There are still significant hurdles to overcome with driverless vehicles, such as safety fears, how they can co-exist with driver-controlled vehicles and whether our roads will need to adapt to communicate with them. But their obvious potential benefits – less congestion, reduced emission levels and more convenience – are sufficiently compelling to mean that they could still revolutionise the world of transport.


Trend 3: Vehicle-to-everything (V2X) will give us smarter, safer cities

Ultimately, the future of autonomous transport will rely upon developments in the vehicle-to-everything (V2X) space, with level five autonomy requiring real-time connectivity and reliable data.

V2X is the real-time communication between the vehicle and its surroundings, be that another car, roadside infrastructure or pedestrians and cyclists. Using sensors and 5G wireless technology to transmit data, V2X results in a smarter and safer city, helping to reduce road traffic accidents and congestion by rerouting journeys and updating traffic controls, as well as helping drivers to park more easily.

One recent V2X innovation is a new mobility platform which uses secure, anonymised and aggregated vehicle data sent up to 10 times every second to help improve road safety[7]. Vodafone, Nokia and Chordant worked with the UK Government Centre for Connected and Automated Vehicles (CCAV) and the Midlands Future Mobility (MFM) consortium to develop a platform which provides road users with live, highly-localised and targeted updates on lane closures, speed restrictions and traffic incidents. A trial of the system has recently gone live in the UK.
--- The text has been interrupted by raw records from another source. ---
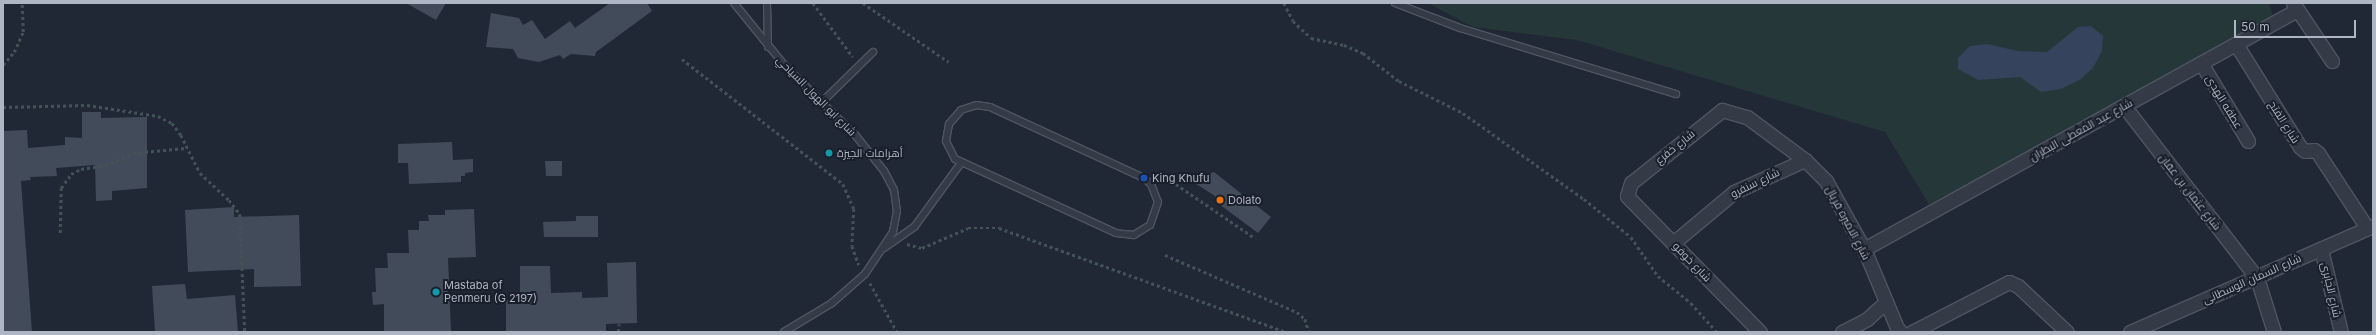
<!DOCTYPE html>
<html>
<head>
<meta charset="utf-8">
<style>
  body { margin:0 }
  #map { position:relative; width:2376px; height:335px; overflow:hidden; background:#212835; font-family:Inter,Cairo,sans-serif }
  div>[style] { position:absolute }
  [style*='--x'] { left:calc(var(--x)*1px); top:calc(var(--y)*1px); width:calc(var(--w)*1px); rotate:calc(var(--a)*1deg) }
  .green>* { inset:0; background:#263739 }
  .water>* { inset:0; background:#35435c }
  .building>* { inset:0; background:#424b5a }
  .path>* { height:2.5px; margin-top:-1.25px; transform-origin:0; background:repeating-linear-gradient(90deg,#425256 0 3px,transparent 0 6px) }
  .roads { filter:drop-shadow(1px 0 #4f5561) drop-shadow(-1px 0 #4f5561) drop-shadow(0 1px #4f5561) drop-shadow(0 -1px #4f5561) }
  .service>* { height:6px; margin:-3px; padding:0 3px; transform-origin:3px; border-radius:3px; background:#343b46 }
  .minor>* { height:13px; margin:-6.5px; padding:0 6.5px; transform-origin:6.5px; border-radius:6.5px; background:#343b46 }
  .dots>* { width:11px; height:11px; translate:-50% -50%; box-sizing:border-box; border:2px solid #1a202b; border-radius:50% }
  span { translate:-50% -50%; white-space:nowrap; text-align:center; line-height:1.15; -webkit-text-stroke:4px #1a202b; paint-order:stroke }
  .street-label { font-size:11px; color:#aeb5c3 }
  .poi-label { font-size:11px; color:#aeb5c3 }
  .left { translate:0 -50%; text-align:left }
  .frame { position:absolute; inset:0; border:4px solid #aeb5c3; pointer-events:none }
  .scale { position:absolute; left:2234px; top:20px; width:122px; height:18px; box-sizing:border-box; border:2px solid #aeb5c3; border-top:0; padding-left:5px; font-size:12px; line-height:14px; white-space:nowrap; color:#aeb5c3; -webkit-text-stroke:3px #1a202b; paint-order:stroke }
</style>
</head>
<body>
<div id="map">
  <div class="green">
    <i style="clip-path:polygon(1428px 3px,2269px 3px,2275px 24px,1929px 204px,1885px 132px,1577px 40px,1473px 27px)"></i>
  </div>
  <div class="water">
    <i style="clip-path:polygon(2091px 26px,2103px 36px,2102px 51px,2093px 68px,2081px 79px,2061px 89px,2041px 92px,2020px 77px,1978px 80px,1958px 69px,1958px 58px,1970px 46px,1987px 44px,2018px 51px,2047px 52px,2078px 27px)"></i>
  </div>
  <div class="building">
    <i style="clip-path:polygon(406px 3px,446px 3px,436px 20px)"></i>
    <i style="clip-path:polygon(610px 3px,647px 3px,652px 11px,596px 52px,595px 56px,571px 54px,563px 59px,560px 55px,539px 62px,518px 58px,513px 49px,486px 47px,491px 13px,519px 18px,523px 25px,532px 20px,545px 39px,570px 21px,575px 28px)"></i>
    <i style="clip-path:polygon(82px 112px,101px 112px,101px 118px,147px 117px,147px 188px,112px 191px,112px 200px,96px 201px,95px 165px,56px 168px,57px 176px,30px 177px,31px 180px,21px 181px,32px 332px,3px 332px,3px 131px,27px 130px,28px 148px,65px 145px,65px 137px,82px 138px)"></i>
    <i style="clip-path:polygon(452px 142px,453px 160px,473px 159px,473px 172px,465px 173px,465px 176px,461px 176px,461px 182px,409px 184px,408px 163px,398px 163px,398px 144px)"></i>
    <i style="clip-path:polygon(545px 161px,562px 161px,562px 176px,546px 176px)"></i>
    <i style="clip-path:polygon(1214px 172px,1271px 217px,1258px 233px,1215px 201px,1215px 196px,1190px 180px)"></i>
    <i style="clip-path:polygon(234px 207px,234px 217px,299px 215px,301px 286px,254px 287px,254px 269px,188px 272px,185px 210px)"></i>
    <i style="clip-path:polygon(474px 209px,476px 257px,448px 258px,451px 332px,384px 332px,384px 304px,373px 305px,372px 292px,376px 292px,375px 268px,388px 268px,387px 253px,409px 253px,408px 230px,419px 230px,419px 221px,429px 221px,428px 215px,445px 215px,445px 210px)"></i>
    <i style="clip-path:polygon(576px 216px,598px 216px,598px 237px,544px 237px,543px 222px,576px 221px)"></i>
    <i style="clip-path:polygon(636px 262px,637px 323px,606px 324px,606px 332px,506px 332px,506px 300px,520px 300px,520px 266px,550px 266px,551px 293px,582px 292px,582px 298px,608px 297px,607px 263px)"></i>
    <i style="clip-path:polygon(185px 284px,187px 299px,235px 295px,238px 332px,155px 332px,152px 286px)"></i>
  </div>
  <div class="path">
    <i style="--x:813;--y:3;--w:67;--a:53.5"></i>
    <i style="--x:863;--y:3;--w:104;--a:34.5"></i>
    <i style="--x:1284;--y:3;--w:20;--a:63"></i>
    <i style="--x:1293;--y:21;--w:25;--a:43"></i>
    <i style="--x:1311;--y:38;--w:34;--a:12"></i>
    <i style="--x:1344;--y:45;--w:21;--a:23"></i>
    <i style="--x:1363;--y:53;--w:46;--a:37.9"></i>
    <i style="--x:1399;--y:81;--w:72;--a:26.6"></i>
    <i style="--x:1463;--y:113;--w:148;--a:35.4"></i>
    <i style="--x:1584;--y:199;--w:60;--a:39"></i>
    <i style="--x:1631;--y:237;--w:47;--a:55.3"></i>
    <i style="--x:1658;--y:276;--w:43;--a:39.3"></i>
    <i style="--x:1691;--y:303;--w:39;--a:48"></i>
    <i style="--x:682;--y:59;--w:204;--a:37.8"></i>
    <i style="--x:843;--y:184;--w:27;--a:66"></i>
    <i style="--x:854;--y:209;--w:37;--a:93"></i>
    <i style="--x:852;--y:246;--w:20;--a:70"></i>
    <i style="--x:3;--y:65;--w:17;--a:-50"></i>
    <i style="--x:14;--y:52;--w:22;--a:-66"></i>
    <i style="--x:23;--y:32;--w:29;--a:-92"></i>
    <i style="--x:3;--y:107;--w:84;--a:-1.4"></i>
    <i style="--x:87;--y:105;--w:72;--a:8.8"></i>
    <i style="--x:158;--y:116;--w:16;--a:27"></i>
    <i style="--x:172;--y:123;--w:15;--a:53"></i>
    <i style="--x:181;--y:135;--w:42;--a:63.4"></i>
    <i style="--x:200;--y:173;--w:40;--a:43"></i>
    <i style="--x:229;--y:200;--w:18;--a:52"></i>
    <i style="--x:240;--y:214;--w:118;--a:87.6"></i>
    <i style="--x:1160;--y:180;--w:16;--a:14"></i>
    <i style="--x:1176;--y:184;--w:96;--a:34.4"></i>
    <i style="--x:60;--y:233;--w:45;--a:-88.7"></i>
    <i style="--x:61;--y:188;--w:17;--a:-54"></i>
    <i style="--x:71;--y:174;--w:11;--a:-27"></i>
    <i style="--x:81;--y:169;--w:24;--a:-9"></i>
    <i style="--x:105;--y:165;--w:30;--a:-23"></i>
    <i style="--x:133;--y:153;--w:53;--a:-5.4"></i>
    <i style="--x:907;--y:244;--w:16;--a:15"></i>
    <i style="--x:922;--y:248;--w:50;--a:-23.5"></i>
    <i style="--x:968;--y:228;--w:31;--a:0"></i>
    <i style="--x:999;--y:228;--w:305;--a:19.9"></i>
    <i style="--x:1165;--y:255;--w:144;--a:23.4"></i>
    <i style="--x:1297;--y:312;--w:11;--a:41"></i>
    <i style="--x:1305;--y:319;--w:14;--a:73"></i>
    <i style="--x:870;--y:283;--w:56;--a:61.1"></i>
    <i style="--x:618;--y:332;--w:8;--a:-83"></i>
  </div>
  <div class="roads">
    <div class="service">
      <i style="--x:734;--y:3;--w:81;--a:51"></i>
      <i style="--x:785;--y:66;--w:100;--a:44.6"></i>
      <i style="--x:856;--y:136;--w:45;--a:51.3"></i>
      <i style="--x:884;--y:171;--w:21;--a:62"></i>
      <i style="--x:894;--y:190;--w:21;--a:82"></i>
      <i style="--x:897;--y:211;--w:21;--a:101"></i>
      <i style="--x:893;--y:232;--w:50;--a:123.7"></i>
      <i style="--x:865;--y:274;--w:44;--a:138.7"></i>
      <i style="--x:832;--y:303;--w:56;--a:148.9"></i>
      <i style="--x:767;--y:3;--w:44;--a:88.7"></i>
      <i style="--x:1395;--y:3;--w:70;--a:21"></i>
      <i style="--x:1460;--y:28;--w:226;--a:17"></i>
      <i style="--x:821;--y:103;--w:73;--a:-44.4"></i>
      <i style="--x:976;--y:105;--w:14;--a:8"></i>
      <i style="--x:990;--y:107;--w:170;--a:24.8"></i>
      <i style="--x:1144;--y:178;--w:9;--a:41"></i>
      <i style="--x:1151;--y:184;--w:19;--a:69"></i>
      <i style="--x:1158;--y:202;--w:24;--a:109"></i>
      <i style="--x:1150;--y:225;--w:19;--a:148"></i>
      <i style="--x:1134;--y:235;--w:18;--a:-174"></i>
      <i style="--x:1116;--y:233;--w:177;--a:-155.3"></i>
      <i style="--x:955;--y:159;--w:20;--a:-117"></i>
      <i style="--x:946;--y:141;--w:17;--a:-80"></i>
      <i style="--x:949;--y:124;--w:18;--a:-49"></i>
      <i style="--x:961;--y:110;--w:16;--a:-18"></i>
      <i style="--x:884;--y:248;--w:38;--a:-35"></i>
      <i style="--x:915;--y:226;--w:78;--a:-53.9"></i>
    </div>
    <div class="minor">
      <i style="--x:2293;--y:3;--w:70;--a:56.1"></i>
      <i style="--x:2236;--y:44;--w:121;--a:58.1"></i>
      <i style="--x:2300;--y:147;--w:6;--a:39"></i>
      <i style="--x:2305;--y:151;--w:9;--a:-6"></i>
      <i style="--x:2314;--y:150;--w:5;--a:37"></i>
      <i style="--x:2318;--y:153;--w:90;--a:56.8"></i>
      <i style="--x:2201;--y:63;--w:91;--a:58.9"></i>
      <i style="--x:2124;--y:106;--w:217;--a:52.3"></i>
      <i style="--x:2257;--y:278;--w:57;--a:72.5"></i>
      <i style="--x:1673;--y:243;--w:80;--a:-39.9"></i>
      <i style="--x:1734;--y:192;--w:78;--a:-24.3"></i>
      <i style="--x:1864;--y:249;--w:495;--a:-28.9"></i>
      <i style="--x:2321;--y:249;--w:85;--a:76.5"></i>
      <i style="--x:1760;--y:332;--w:190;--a:-134.4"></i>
      <i style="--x:1627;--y:196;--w:14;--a:-73"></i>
      <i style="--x:1631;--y:183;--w:117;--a:-38.7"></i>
      <i style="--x:1722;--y:110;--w:26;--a:16"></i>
      <i style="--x:1747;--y:117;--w:72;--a:36.6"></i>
      <i style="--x:1805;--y:160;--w:30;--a:45"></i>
      <i style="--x:1826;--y:181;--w:78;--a:60.8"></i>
      <i style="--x:1864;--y:249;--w:86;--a:67.3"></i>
      <i style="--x:1897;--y:328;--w:6;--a:45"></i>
      <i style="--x:1842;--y:332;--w:28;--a:-27"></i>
      <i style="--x:1867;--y:319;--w:25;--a:-42"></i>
      <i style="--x:1912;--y:332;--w:109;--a:-27.3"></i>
      <i style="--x:2009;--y:282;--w:10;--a:24"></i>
      <i style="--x:2018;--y:286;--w:67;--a:43.2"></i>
      <i style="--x:2130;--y:332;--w:265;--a:-23.6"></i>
    </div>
  </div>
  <div class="dots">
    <i style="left:829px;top:153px;background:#0f9aa8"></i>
    <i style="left:1144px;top:178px;background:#1a4fb4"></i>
    <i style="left:1220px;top:200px;background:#e8710a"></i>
    <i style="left:436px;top:292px;background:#0f9aa8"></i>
  </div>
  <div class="street-label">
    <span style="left:816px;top:96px;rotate:45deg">شارع ابو الهول السياحي</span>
    <span style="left:2224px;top:102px;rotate:59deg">عطفه الهدى</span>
    <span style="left:2284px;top:122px;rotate:58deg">شارع الفتح</span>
    <span style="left:2081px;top:130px;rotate:-29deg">شارع عبد المعطى البطران</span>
    <span style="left:1675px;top:147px;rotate:-39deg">شارع خفرع</span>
    <span style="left:1755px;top:183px;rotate:-26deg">شارع سنفرو</span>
    <span style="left:2190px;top:192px;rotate:52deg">شارع عثمان بن عفان</span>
    <span style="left:1848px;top:223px;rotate:62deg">شارع الاميره فريال</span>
    <span style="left:1692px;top:262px;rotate:46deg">شارع خوفو</span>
    <span style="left:2252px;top:279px;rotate:-24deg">شارع السمان الوسطانى</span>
    <span style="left:2331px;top:290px;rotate:77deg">شارع الجابرى</span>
  </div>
  <div class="poi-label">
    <span class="left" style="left:837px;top:153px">أهرامات الجيزة</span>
    <span class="left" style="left:1152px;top:178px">King Khufu</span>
    <span class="left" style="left:1228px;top:200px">Dolato</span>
    <span class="left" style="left:444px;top:292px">Mastaba of<br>Penmeru (G 2197)</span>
  </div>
  <div class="frame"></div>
  <div class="scale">50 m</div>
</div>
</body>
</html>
Verizon and Nissan have also collaborated to test technology that can notify drivers of pedestrians or other vehicles emerging from behind visual barriers[8].


Trend 4: We will see a new world of shared mobility

As MaaS (Mobility as a Service) and MoD (Mobility on Demand) evolve, the lines between the two will increasingly blur, opening the door to a new world of shared mobility.

Consumer behaviour has changed over the last few years, with customers expecting on-demand services with less emphasis on ownership. Pre-pandemic, according to a McKinsey report, more than 40 million e-hailing trips were being booked on Uber and Lyft every day, reflecting how shared mobility is gaining traction.

With new transport models becoming available, employees getting from A to B is likely to consist of multiple methods of transportation. This could be through subscription services, such as Lynk & Co who launched in Europe last year[9], e-bikes and even moped sharing.

On-demand public transport could also become commonplace. This year, two autonomous, on-demand buses launched as part of a trial in Singapore[10], while residents in Bromsgrove in the UK have been able to summon buses for local journeys since July[11].

Shared mobility uses data and behaviour intelligence to help a user get to their end destination as quickly and efficiently as possible, as well as providing notification of any delays and ETAs. It also offers cities a way to ease congestion by cutting the number of single-occupancy vehicles on the road. With mission-critical climate deadlines now looming, we will probably see governments introducing more initiatives to promote shared vehicle services in the years to come.